Collected data entries:
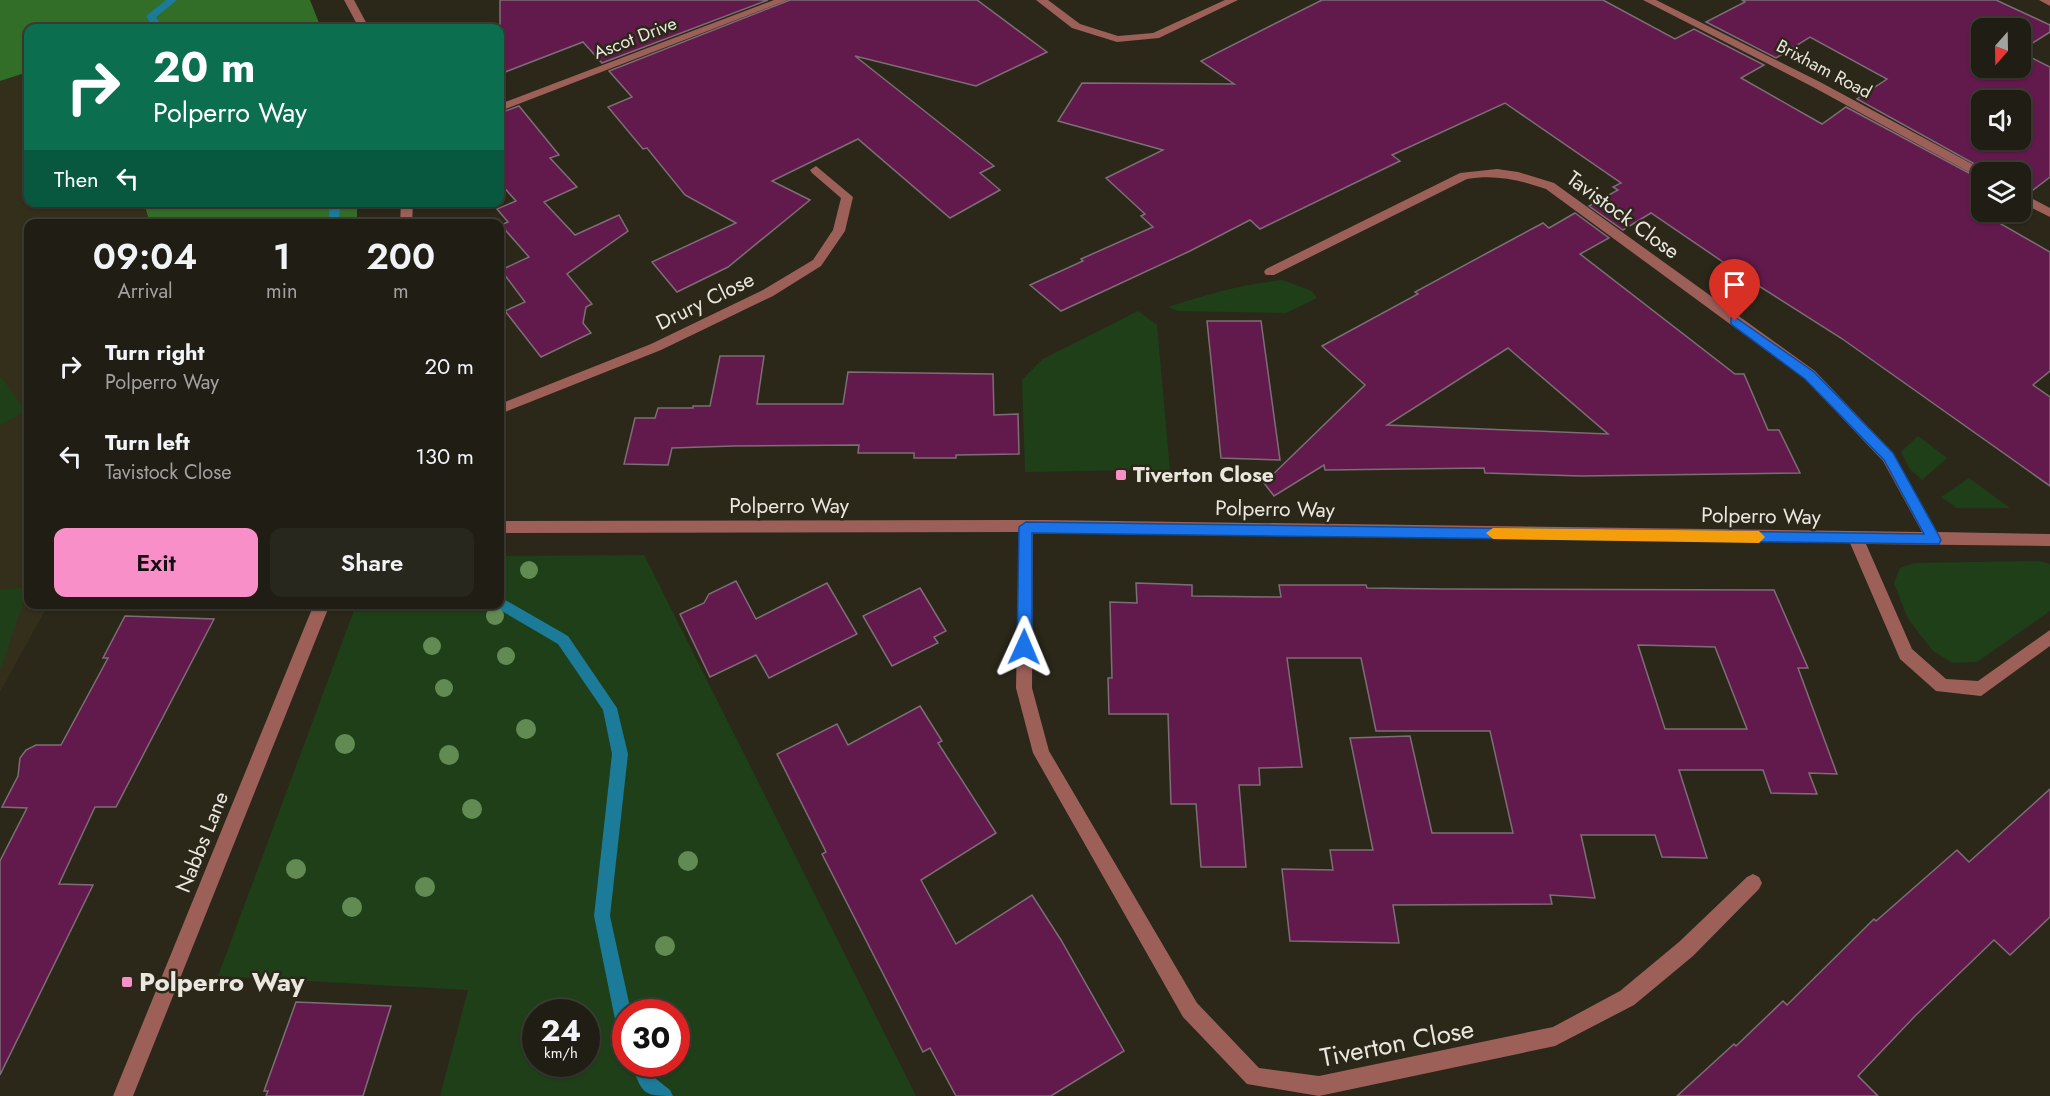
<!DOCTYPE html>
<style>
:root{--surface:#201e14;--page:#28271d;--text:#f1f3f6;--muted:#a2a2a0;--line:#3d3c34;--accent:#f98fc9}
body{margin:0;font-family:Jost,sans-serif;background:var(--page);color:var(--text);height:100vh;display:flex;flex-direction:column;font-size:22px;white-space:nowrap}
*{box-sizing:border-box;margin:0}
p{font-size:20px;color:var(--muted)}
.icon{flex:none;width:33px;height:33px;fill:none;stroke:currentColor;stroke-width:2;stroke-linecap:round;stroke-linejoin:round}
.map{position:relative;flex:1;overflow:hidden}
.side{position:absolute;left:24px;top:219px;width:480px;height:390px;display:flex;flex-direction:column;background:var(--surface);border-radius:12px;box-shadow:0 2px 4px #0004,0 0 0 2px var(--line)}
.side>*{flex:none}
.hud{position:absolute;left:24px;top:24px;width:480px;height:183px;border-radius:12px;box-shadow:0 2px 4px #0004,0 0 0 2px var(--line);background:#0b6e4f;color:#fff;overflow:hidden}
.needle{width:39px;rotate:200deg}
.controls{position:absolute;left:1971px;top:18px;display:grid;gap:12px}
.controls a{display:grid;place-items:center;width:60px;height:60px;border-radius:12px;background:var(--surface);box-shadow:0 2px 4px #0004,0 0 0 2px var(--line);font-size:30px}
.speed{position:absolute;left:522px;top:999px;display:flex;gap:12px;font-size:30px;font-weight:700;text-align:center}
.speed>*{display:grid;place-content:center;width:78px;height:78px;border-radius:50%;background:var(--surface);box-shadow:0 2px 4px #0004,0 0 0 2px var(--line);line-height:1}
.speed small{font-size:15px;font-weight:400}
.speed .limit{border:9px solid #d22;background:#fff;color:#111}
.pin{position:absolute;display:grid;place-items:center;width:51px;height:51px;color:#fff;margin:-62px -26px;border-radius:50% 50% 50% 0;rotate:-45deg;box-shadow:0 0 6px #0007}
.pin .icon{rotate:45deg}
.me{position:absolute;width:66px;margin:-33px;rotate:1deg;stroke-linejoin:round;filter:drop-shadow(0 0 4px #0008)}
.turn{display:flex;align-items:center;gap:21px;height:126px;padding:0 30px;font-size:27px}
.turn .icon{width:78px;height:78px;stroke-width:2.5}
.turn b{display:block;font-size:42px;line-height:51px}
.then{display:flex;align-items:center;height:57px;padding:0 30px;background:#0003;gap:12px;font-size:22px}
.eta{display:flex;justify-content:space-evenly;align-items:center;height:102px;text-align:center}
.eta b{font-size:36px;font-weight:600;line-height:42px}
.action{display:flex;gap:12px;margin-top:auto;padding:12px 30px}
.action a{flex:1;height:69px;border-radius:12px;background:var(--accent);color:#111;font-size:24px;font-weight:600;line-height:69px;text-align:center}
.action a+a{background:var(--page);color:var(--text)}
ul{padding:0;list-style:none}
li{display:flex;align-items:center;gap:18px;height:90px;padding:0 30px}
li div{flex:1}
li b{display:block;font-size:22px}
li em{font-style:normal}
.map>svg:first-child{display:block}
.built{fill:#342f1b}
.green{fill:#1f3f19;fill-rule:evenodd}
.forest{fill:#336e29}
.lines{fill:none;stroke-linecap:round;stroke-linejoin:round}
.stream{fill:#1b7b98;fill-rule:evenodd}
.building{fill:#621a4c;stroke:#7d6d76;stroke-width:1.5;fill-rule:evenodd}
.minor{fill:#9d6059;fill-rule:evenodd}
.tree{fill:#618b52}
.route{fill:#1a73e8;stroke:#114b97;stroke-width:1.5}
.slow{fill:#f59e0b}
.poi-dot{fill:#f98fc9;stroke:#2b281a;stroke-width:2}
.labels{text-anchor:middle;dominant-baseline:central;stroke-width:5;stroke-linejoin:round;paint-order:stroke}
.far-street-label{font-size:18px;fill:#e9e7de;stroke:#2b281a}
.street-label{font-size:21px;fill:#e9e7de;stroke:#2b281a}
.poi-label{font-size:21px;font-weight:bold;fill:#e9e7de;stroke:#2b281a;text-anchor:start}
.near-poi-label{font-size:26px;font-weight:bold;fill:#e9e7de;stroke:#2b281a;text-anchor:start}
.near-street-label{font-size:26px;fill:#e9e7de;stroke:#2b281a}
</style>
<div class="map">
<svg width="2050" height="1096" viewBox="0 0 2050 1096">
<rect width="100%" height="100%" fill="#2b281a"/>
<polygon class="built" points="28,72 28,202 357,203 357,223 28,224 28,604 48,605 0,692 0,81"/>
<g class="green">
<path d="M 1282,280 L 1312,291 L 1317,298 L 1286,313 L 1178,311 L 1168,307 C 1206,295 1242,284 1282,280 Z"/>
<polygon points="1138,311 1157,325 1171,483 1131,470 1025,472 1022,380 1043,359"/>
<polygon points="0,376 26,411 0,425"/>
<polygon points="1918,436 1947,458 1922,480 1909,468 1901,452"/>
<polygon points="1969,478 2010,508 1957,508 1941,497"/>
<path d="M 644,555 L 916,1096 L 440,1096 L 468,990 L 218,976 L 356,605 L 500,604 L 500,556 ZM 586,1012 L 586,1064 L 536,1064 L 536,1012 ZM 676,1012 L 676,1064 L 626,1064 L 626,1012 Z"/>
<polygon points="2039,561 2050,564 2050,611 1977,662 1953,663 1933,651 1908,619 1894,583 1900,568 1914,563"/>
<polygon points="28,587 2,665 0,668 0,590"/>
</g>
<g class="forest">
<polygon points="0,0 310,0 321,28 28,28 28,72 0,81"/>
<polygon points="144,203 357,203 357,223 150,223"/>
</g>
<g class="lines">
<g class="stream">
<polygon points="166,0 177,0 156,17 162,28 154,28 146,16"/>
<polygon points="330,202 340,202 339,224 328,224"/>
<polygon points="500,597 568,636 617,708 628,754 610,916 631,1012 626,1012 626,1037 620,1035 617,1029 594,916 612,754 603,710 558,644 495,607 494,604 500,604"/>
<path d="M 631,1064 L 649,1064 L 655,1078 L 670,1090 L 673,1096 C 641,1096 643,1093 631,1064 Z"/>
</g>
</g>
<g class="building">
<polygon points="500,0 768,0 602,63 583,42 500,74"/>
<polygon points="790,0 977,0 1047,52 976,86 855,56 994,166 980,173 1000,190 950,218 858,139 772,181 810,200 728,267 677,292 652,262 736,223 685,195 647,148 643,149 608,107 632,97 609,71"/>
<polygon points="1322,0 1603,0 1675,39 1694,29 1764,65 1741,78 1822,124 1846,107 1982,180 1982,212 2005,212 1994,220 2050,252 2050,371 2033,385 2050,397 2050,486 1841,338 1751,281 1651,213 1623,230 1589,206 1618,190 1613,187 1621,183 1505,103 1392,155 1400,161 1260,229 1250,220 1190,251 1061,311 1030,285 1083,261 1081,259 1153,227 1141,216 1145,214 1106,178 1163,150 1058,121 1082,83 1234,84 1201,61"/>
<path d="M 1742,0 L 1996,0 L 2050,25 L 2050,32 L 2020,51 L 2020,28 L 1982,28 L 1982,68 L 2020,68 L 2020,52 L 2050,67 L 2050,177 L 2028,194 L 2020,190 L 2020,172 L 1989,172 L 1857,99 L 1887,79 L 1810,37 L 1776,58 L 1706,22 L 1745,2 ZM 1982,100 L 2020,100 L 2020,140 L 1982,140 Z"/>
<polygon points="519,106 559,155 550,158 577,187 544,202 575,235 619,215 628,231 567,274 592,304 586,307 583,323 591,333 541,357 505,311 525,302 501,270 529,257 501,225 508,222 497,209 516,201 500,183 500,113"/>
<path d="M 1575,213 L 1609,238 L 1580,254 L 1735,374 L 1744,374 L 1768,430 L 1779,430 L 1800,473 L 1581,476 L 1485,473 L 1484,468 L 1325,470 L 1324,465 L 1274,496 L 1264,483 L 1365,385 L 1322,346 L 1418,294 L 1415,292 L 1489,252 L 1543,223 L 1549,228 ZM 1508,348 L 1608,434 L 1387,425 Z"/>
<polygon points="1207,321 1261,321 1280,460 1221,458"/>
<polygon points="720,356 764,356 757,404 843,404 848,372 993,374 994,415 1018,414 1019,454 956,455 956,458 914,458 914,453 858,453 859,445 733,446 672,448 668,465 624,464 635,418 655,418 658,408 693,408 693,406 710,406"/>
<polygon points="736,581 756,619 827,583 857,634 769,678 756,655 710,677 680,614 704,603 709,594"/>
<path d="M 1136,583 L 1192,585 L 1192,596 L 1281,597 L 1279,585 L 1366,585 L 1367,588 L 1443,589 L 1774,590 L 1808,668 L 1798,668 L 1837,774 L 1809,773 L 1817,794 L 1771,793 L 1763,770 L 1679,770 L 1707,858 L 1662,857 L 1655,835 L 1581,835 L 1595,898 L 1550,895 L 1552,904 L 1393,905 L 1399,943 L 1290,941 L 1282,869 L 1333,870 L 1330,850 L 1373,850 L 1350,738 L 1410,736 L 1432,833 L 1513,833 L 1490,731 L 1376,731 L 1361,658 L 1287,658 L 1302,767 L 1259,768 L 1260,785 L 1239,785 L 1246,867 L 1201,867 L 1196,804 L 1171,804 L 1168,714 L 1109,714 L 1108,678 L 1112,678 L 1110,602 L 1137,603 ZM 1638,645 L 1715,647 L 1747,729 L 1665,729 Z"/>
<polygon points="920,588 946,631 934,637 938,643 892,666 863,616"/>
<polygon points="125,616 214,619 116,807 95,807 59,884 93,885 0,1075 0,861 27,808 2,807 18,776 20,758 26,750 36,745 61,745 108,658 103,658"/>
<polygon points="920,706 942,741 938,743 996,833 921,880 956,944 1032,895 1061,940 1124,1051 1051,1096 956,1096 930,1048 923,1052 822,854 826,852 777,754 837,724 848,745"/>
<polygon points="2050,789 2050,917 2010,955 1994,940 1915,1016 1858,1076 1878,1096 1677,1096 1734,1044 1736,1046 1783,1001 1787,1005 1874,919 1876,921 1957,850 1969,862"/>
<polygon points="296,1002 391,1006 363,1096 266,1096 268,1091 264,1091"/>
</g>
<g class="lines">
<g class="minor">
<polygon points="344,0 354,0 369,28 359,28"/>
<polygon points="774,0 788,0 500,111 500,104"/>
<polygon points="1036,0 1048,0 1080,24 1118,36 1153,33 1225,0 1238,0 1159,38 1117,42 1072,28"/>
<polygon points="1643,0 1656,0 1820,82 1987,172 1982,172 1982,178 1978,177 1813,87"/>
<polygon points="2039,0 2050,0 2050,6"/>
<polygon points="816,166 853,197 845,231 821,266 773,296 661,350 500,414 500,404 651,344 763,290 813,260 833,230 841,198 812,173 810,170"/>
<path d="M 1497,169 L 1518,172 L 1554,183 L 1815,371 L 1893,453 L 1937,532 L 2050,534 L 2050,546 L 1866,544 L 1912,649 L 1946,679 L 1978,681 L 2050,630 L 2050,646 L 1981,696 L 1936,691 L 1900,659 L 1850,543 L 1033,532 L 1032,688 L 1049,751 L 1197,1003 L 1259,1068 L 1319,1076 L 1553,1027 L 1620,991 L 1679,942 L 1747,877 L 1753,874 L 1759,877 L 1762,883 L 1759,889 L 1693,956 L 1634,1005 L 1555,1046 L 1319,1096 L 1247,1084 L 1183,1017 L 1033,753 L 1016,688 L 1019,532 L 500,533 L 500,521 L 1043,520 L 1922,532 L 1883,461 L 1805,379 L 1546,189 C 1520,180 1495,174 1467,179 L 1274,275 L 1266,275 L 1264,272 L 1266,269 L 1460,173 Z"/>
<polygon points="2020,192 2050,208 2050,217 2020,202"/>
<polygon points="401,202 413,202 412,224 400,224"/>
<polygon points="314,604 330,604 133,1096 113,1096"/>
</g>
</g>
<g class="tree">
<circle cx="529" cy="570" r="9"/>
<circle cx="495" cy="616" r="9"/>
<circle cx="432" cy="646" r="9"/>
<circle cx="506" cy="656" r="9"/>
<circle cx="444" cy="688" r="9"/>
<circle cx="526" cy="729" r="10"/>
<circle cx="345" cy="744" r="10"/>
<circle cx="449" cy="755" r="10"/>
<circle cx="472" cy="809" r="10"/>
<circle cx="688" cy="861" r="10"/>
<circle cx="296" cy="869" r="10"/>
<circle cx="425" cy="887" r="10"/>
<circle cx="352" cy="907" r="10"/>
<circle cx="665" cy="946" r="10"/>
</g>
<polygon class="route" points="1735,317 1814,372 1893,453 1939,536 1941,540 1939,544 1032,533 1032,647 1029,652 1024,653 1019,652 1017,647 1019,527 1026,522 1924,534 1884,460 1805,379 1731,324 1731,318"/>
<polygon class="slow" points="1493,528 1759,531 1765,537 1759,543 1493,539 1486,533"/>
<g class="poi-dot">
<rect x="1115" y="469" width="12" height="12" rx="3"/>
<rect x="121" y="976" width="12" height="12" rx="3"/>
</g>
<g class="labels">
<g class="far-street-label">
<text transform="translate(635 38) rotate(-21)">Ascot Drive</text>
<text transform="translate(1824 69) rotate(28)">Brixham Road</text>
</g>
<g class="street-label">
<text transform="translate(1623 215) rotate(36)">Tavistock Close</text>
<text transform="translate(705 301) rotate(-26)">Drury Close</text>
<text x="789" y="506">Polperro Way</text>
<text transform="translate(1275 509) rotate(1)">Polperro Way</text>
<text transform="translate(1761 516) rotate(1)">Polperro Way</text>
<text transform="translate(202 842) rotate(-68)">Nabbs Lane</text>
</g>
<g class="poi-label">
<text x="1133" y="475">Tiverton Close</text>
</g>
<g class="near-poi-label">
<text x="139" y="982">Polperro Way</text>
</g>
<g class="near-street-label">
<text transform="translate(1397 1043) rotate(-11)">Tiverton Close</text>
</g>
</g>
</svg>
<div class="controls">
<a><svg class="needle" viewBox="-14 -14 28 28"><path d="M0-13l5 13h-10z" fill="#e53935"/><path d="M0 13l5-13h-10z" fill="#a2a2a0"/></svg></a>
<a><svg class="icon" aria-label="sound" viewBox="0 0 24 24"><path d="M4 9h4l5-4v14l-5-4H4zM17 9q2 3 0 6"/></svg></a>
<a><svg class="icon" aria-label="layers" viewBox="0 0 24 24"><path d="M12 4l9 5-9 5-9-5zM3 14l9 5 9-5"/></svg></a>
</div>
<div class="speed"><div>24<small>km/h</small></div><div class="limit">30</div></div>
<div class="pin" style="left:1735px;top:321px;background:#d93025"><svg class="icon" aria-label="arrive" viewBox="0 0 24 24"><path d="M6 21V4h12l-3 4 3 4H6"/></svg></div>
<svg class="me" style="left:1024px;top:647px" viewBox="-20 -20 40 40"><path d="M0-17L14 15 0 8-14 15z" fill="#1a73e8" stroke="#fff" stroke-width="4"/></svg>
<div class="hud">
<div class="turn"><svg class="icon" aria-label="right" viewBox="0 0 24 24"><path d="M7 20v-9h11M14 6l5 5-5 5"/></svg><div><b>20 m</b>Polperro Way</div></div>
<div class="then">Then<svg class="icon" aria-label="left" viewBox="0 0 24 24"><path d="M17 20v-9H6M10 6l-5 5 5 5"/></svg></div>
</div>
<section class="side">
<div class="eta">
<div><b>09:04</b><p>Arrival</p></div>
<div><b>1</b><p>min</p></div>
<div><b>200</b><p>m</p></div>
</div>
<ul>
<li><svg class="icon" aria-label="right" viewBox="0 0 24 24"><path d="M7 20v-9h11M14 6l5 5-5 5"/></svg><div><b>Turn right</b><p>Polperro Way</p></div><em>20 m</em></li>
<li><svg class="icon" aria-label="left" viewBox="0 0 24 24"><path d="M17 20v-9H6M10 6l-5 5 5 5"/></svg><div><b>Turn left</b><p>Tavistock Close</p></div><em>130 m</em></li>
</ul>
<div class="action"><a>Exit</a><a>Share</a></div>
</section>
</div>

> **Work to complete**
Copy each line above that contains the word "limit".

> **Your solution**
.speed .limit{border:9px solid #d22;background:#fff;color:#111}
<div class="speed"><div>24<small>km/h</small></div><div class="limit">30</div></div>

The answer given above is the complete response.